Are You In a JAM?

Talking to a friend last week, she was remembering those days when she was suffering from being Just a Mom (JAM).  Wait, wait, wait! Being a mom can is amazing and wonderful and a blessing (and sucks sometimes, but that's a different post)! Being Just a Mom is when you don't even remember who you are outside of that one role. You don't know what you want to be when you grow up. You don't know what brings you joy beyond your kids. Your friends are exclusively the moms of your kids' friends, and you get together to give them time to play. Maybe to commiserate, but the conversations are child focused. Your hair is practical. Your clothes are comfortable. The You-ness of you has been swallowed up by the Mom-ness of you. 

I promised my husband I'd never find myself losing myself. Maybe it was the lack of sleep. Maybe for me the roller coaster ride of fostering kids played into it. Maybe it was me trying to be the best mom I could be. Somewhere along the way - JAM! Big time. It took work to get back to my Me-ness. To make time for my passions, figure out my career path, and discover my joy outside of my kids. I definitely don't beat myself up for the JAM phase of my life. I think it served a purpose and, given a re-do, I don't think I'd do it any differently. Yet, my kids are reaping the rewards of me being more Me. They love to see me paint. They are proud that I'm a coach and making a difference in people's lives. They are happy for, and generally respect, the spaces that I have carved out. I am a better mom because I'm not being just a mom. (Just a quick note, I don't think JAM has anything to do with stay-at-home vs. working. I wish we could remove the "vs." from that conversation for once and for all. Again, a different post).

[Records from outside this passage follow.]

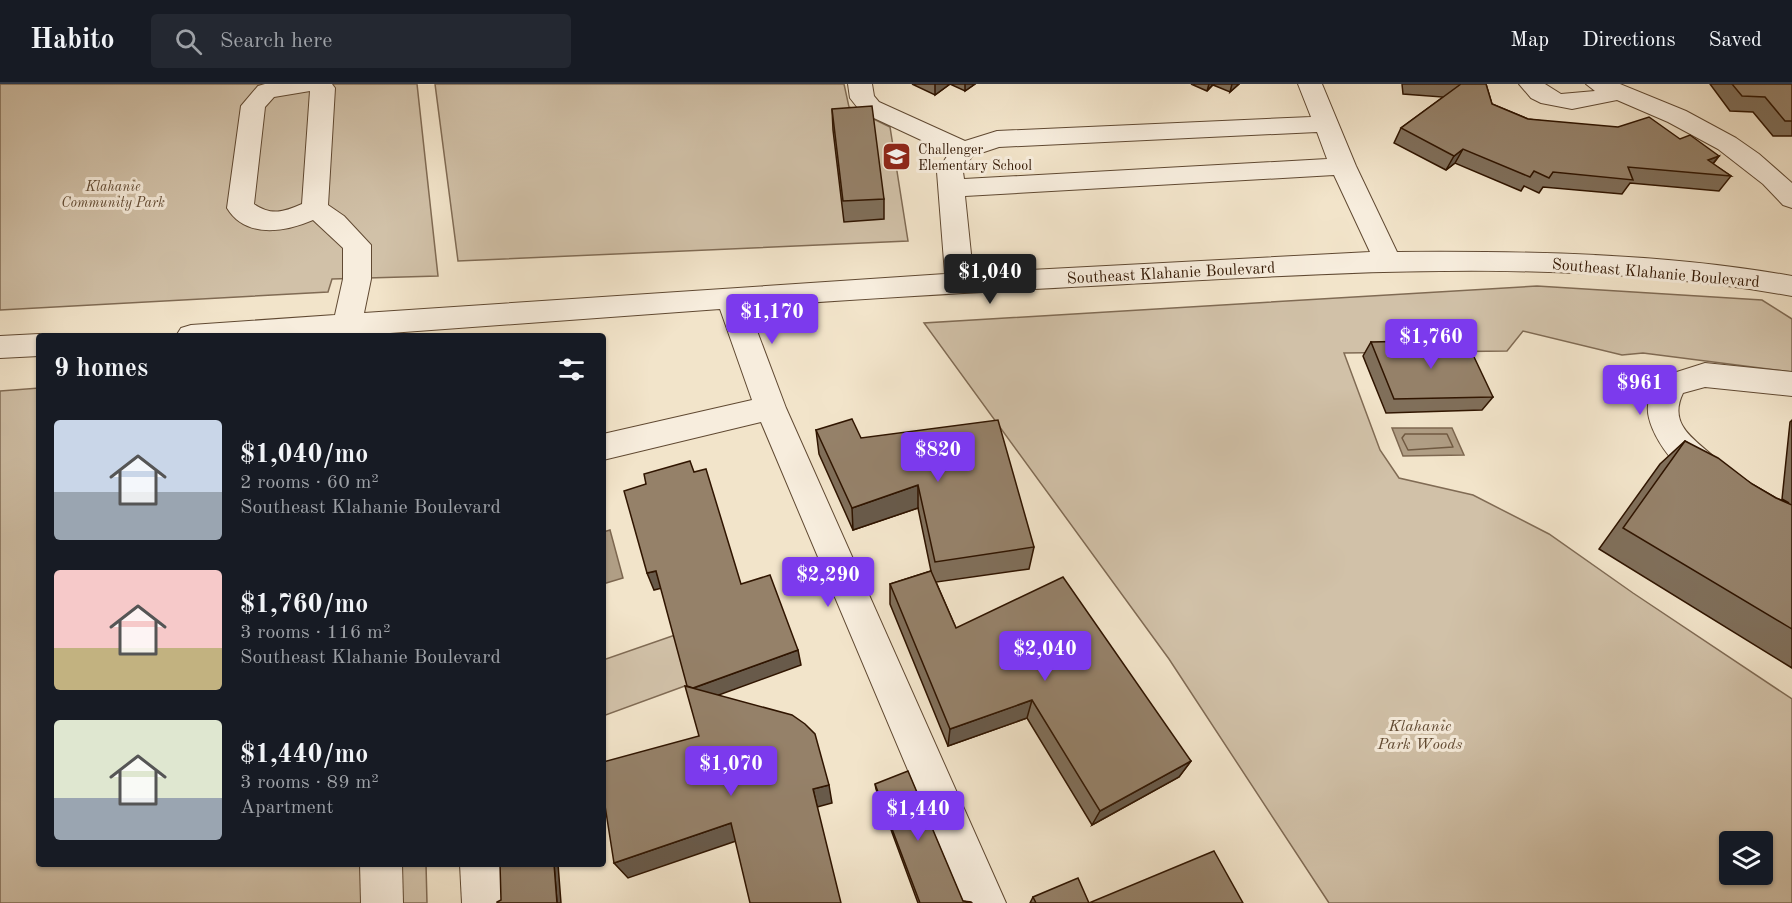 <!DOCTYPE html>
<html lang="en">
<head>
<meta charset="utf-8">
<style>
	body { margin:0; font-family:"Old Standard TT",serif; background:#242831; color:#f1f3f6; height:100vh; display:flex; flex-direction:column; font-size:22px; white-space:nowrap }
	* { box-sizing:border-box; margin:0 }
	p { font-size:20px; color:#9ea1a6 }
	.icon { flex:none; width:33px; height:33px; fill:none; stroke:currentColor; stroke-width:2; stroke-linecap:round; stroke-linejoin:round }
	.map { position:relative; flex:1; overflow:hidden }
	.side { position:absolute; left:36px; top:249px; width:570px; height:534px; display:flex; flex-direction:column; background:#171b24; border-radius:6px; box-shadow:0 2px 4px #0004 }
	.side>* { flex:none }
	.buttons { position:absolute; left:1719px; top:747px; display:grid; gap:12px }
	.buttons a { display:grid; place-items:center; width:54px; height:54px; border-radius:6px; background:#171b24; box-shadow:0 2px 4px #0004; font-size:30px }
	.price { position:absolute; translate:-50% -51px; padding:0 14px; border-radius:6px; background:#7c3aed; color:#fff; font-size:20px; line-height:39px; filter:drop-shadow(0 2px 3px #0008) }
	.price::after { content:''; position:absolute; left:50%; top:36px; width:18px; height:14px; margin-left:-9px; background:inherit; clip-path:polygon(0 0,100% 0,50% 100%) }
	.price.current { background:#222; color:#fff }
	ul { padding:0; list-style:none }
	li { display:flex; align-items:center; gap:18px; height:150px; padding:0 18px }
	li span { display:grid; place-items:center; flex:none; width:168px; height:120px; border-radius:6px; color:#555 }
	li>.icon { margin-inline-start:auto }
	span .icon { width:72px; height:72px; fill:#fffc; stroke-width:1 }
	li b { font-size:26px }
	h2 { display:flex; justify-content:space-between; align-items:center; height:72px; padding:0 18px; font-size:26px }
	header { display:flex; align-items:center; gap:36px; box-sizing:border-box; height:84px; padding:0 30px; background:#171b24; border-bottom:2px solid #363941 }
	header strong { font-size:28px }
	nav { display:flex; gap:33px; margin-inline-start:auto; font-size:21px }
	.search { width:420px; height:54px; background:#242831; display:flex; align-items:center; gap:15px; box-sizing:border-box; padding:0 21px; border-radius:6px; color:#9ea1a6; font-size:22px }
	.map>svg:first-child { display:block }
	.green { fill:#d1c1a8; stroke:#806b54; stroke-width:1.5; fill-rule:evenodd }
	.water { fill:#b09e85; stroke:#7d6750; stroke-width:1.5 }
	.lines { fill:none; stroke-linecap:round; stroke-linejoin:round }
	.shore { stroke:#705a42; stroke-width:1.5 }
	.minor-casing { stroke:#604932; stroke-width:2 }
	.minor { fill:#f7eddd; fill-rule:evenodd }
	.wall { fill:#806f5a; stroke:#301500; stroke-width:1.5 }
	.shaded-wall { fill:#685a4a; stroke:#301500; stroke-width:1.5 }
	.building { fill:#958169; stroke:#301500; stroke-width:1.5 }
	.labels { text-anchor:middle; stroke-width:6; stroke-linejoin:round; paint-order:stroke }
	.far-poi-label { font-size:14px; fill:#301500; stroke:#f7eddd; text-anchor:start }
	.far-park-label { font-size:14px; font-style:italic; fill:#604932; stroke:#f7eddd }
	.street-label { font-size:16px; fill:#301500; stroke:#f7eddd }
	.park-label { font-size:16px; font-style:italic; fill:#604932; stroke:#f7eddd }
</style>
</head>
<body>
<header>
<strong>Habito</strong>
<div class="search"><svg class="icon" aria-label="search" viewBox="0 0 24 24"><circle cx="10" cy="10" r="6"/><path d="M15 15l6 6"/></svg>Search here</div>
<nav><a>Map</a><a>Directions</a><a>Saved</a></nav>
</header>
<div class="map">
<svg width="1792" height="819" viewBox="0 0 1792 819">
	<rect width="100%" height="100%" fill="#f2e4ca"/>
	<filter id="stains"><feTurbulence type="fractalNoise" baseFrequency=".00333" numOctaves="4"/><feColorMatrix values="0 0 0 0 .2 0 0 0 0 .09 0 0 0 0 .02 0 0 0 .5 -.17"/></filter>
	<radialGradient id="worn" r=".72"><stop offset=".6" stop-color="#630" stop-opacity="0"/><stop offset="1" stop-color="#630" stop-opacity=".3"/></radialGradient>
	<!-- green -->
	<g class="green">
		<polygon points="0,0 417,0 438,192 332,195 328,208 0,226"/>
		<polygon points="435,0 844,0 849,23 890,43 908,157 458,177"/>
		<path d="M 1537,202 L 1762,216 L 1792,235 L 1792,288 L 1643,269 L 1622,271 L 1523,247 L 1507,267 L 1344,269 L 1380,366 L 1399,394 L 1473,411 L 1549,450 L 1633,509 L 1792,615 L 1792,819 L 1329,819 L 1169,575 L 924,239 ZM 1730,758 L 1762,758 L 1762,790 L 1730,790 Z"/>
		<polygon points="39,304 39,780 426,780 427,819 0,819 0,307"/>
		<polygon points="678,550 693,599 603,632 603,576"/>
	</g>
	<!-- water -->
	<g class="water">
		<polygon points="1392,344 1452,344 1464,371 1403,372"/>
		<polygon points="610,446 623,494 603,500 603,448"/>
	</g>
	<g class="lines">
		<!-- shore -->
		<polygon class="shore" points="1405,350 1447,350 1453,363 1408,366 1402,354"/>
		<defs>
			<g id="minor">
				<path d="M 265,0 L 332,0 L 335,4 L 328,121 L 344,132 L 371,161 L 371,195 L 364,229 L 945,190 L 937,88 L 949,69 L 861,28 L 850,14 L 848,0 L 872,0 L 874,12 L 879,18 L 965,57 L 997,47 L 1311,33 L 1298,0 L 1322,0 L 1356,82 L 1397,168 C 1529,167 1662,169 1792,192 L 1792,212 C 1591,176 1386,186 1183,197 C 1038,205 893,212 748,223 L 786,324 L 1006,819 L 964,819 L 761,338 L 603,376 L 603,350 L 752,316 L 720,225 L 349,252 L 176,252 L 181,244 L 191,241 L 335,231 L 343,195 L 343,164 L 313,136 C 285,148 246,155 227,124 L 241,22 L 258,2 ZM 310,7 L 302,120 C 284,128 271,132 254,120 L 265,23 L 274,13 ZM 1317,48 L 1327,75 L 964,95 L 963,88 L 972,72 L 999,63 ZM 1334,91 L 1370,168 L 973,189 L 965,112 Z"/>
				<polygon points="1519,0 1545,0 1561,10 1595,7 1586,0 1620,0 1686,27 1736,54 1759,70 1792,99 1792,124 1783,121 1763,100 1718,65 1668,38 1617,16 1572,25 1541,19 1531,14"/>
				<polygon points="39,250 46,252 39,252 39,272 0,274 0,252"/>
				<path d="M 1705,279 L 1792,288 L 1792,312 L 1705,303 L 1683,309 C 1663,350 1714,362 1728,390 L 1724,399 C 1719,401 1714,403 1710,403 C 1684,399 1645,348 1648,322 C 1648,312 1657,301 1661,293 Z"/>
				<polygon points="360,780 402,780 403,819 361,819"/>
				<polygon points="460,780 502,780 504,819 462,819"/>
			</g>
		</defs>
		<!-- minor casing -->
		<use href="#minor" class="minor-casing"/>
		<!-- minor -->
		<use href="#minor" class="minor"/>
	</g>
	<!-- wall -->
	<g class="wall">
		<polygon points="912,0 950,0 935,11"/>
		<polygon points="950,0 975,0 965,7"/>
		<polygon points="1191,0 1239,0 1230,8 1213,1 1207,7"/>
		<polygon points="1402,0 1486,0 1492,20 1528,35 1680,55 1719,72 1713,80 1731,92 1719,107 1630,99 1622,110 1543,103 1539,109 1524,102 1521,107 1455,79 1446,86 1394,59 1401,44 1443,13 1403,10"/>
		<polygon points="1710,0 1792,0 1792,52 1773,52 1753,28 1730,27"/>
		<polygon points="832,25 884,115 884,135 844,138 833,46"/>
		<polygon points="1371,258 1493,313 1482,326 1386,329 1363,272"/>
		<polygon points="1792,336 1792,584 1599,465 1660,380 1685,357 1752,400 1776,414 1789,419 1782,415 1790,338"/>
		<polygon points="816,346 861,354 1034,463 1029,485 936,498 956,544 1191,677 1179,693 1092,741 1027,634 948,662 890,520 890,500 931,487 918,424 853,446 819,370"/>
		<polygon points="875,700 963,817 972,819 918,819 876,705"/>
		<polygon points="1033,813 1089,819 1243,819 1030,819"/>
	</g>
	<!-- shaded-wall -->
	<g class="shaded-wall">
		<polygon points="935,0 950,0 935,11"/>
		<polygon points="965,0 975,0 965,7"/>
		<polygon points="1209,0 1213,0 1207,7"/>
		<polygon points="1232,0 1239,0 1230,8"/>
		<polygon points="1463,65 1455,79 1446,86 1454,72"/>
		<polygon points="1719,72 1707,87 1708,76"/>
		<polygon points="918,401 918,424 853,446 852,424"/>
		<polygon points="656,487 662,504 654,506 647,489"/>
		<polygon points="798,566 801,581 694,620 688,606"/>
		<polygon points="1032,616 1027,634 948,662 950,645"/>
		<polygon points="1191,677 1179,693 1092,741 1100,727"/>
		<polygon points="829,701 832,719 817,723 813,705"/>
		<polygon points="731,739 739,756 628,794 614,779"/>
		<polygon points="554,780 558,780 561,819 557,819"/>
	</g>
	<!-- building -->
	<g class="building">
		<polygon points="1461,0 1486,0 1492,20 1528,35 1618,43 1649,33 1680,55 1690,51 1719,72 1708,76 1731,92 1628,83 1633,96 1553,88 1549,94 1534,87 1530,93 1463,65 1454,72 1401,44"/>
		<polygon points="1732,0 1792,0 1792,37 1785,37 1765,13 1742,12"/>
		<polygon points="872,22 884,115 843,117 832,25"/>
		<polygon points="1466,256 1493,313 1394,315 1371,258"/>
		<polygon points="852,335 861,354 998,336 1034,463 935,478 918,401 852,424 816,346"/>
		<polygon points="1685,357 1718,374 1752,400 1776,414 1792,421 1792,545 1623,444"/>
		<polygon points="690,377 694,388 706,385 741,500 770,491 798,566 693,604 687,602 656,487 647,489 624,407 646,400 644,390"/>
		<polygon points="931,487 956,544 1063,493 1191,677 1100,727 1032,616 950,645 890,500"/>
		<polygon points="685,602 792,631 805,640 815,650 829,701 813,705 841,819 750,819 731,739 614,779 603,709 603,678 699,652"/>
		<polygon points="908,687 963,817 971,818 972,819 920,819 875,700"/>
		<polygon points="1214,767 1243,819 1036,819 1033,813 1078,794 1089,819"/>
		<polygon points="500,780 554,780 557,819 497,819 497,818 501,816"/>
	</g>
	<!-- icons -->
	<defs>
		<symbol id="school-square" viewBox="-11 -11 22 22"><rect x="-9" y="-9" width="18" height="18" rx="4" fill="#8f2418" stroke="#f7eddd"/><path d="M0-5L7-2L0 1L-7-2ZM-4 1L0 2.5L4 1V4Q0 6-4 4Z" fill="#fff"/></symbol>
	</defs>
	<g fill-rule="evenodd">
		<use href="#school-square" x="880" y="56" width="33" height="33"/>
	</g>
	<g class="labels">
		<!-- far-poi labels -->
		<g class="far-poi-label">
			<text x="918" y="70">Challenger<tspan x="918" dy="16">Elementary School</tspan></text>
		</g>
		<!-- far-park labels -->
		<g class="far-park-label">
			<text x="113" y="107">Klahanie<tspan x="113" dy="16">Community Park</tspan></text>
		</g>
		<!-- street labels -->
		<g class="street-label">
			<text transform="translate(1171 188) rotate(-3)" y="6">Southeast Klahanie Boulevard</text>
			<text transform="translate(1656 188) rotate(5)" y="6">Southeast Klahanie Boulevard</text>
		</g>
		<!-- park labels -->
		<g class="park-label">
			<text x="1420" y="647">Klahanie<tspan x="1420" dy="18">Park Woods</tspan></text>
		</g>
	</g>
	<rect width="100%" height="100%" filter="url(#stains)"/>
	<rect width="100%" height="100%" fill="url(#worn)"/>
</svg>
<div class="buttons">
<a><svg class="icon" aria-label="layers" viewBox="0 0 24 24"><path d="M12 4l9 5-9 5-9-5zM3 14l9 5 9-5"/></svg></a>
</div>
<b class="price current" style="left:990px;top:221px">$1,040</b>
<b class="price" style="left:772px;top:261px">$1,170</b>
<b class="price" style="left:1431px;top:286px">$1,760</b>
<b class="price" style="left:1640px;top:332px">$961</b>
<b class="price" style="left:938px;top:399px">$820</b>
<b class="price" style="left:828px;top:524px">$2,290</b>
<b class="price" style="left:1045px;top:598px">$2,040</b>
<b class="price" style="left:731px;top:713px">$1,070</b>
<b class="price" style="left:918px;top:758px">$1,440</b>
<section class="side">
<h2>9 homes<svg class="icon" aria-label="filters" viewBox="0 0 24 24"><path d="M4 7h16M4 17h16"/><circle cx="9" cy="7" r="2"/><circle cx="15" cy="17" r="2"/></svg></h2>
<ul>
<li><span style="background:linear-gradient(#c9d6e8 60%,#9aa5b1 0)"><svg class="icon" aria-label="home" viewBox="0 0 24 24"><path d="M3 11l9-7 9 7M6 9v11h12V9"/></svg></span><div><b>$1,040/mo</b><p>2 rooms · 60 m²</p><p>Southeast Klahanie Boulevard</p></div></li>
<li><span style="background:linear-gradient(#f6c9c9 65%,#c2b280 0)"><svg class="icon" aria-label="home" viewBox="0 0 24 24"><path d="M3 11l9-7 9 7M6 9v11h12V9"/></svg></span><div><b>$1,760/mo</b><p>3 rooms · 116 m²</p><p>Southeast Klahanie Boulevard</p></div></li>
<li><span style="background:linear-gradient(#dfe7d0 65%,#9aa5b1 0)"><svg class="icon" aria-label="home" viewBox="0 0 24 24"><path d="M3 11l9-7 9 7M6 9v11h12V9"/></svg></span><div><b>$1,440/mo</b><p>3 rooms · 89 m²</p><p>Apartment</p></div></li>
</ul>
</section>
</div>
</body>
</html>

If JAM is where you find yourself right now, you are so not alone. If you are settled and feel like it's a time and space, and given a re-do you'd do it again, more power to you sister. If you are struggling. If you are feeling like the walls are closing in. If you feel like the You-ness of you has left on a bus to Cincinnati with a one-way ticket, please reach out. To me. To someone else. Find a way out of that JAM and get back to You. Your kids need the You-ness of you, and you do too.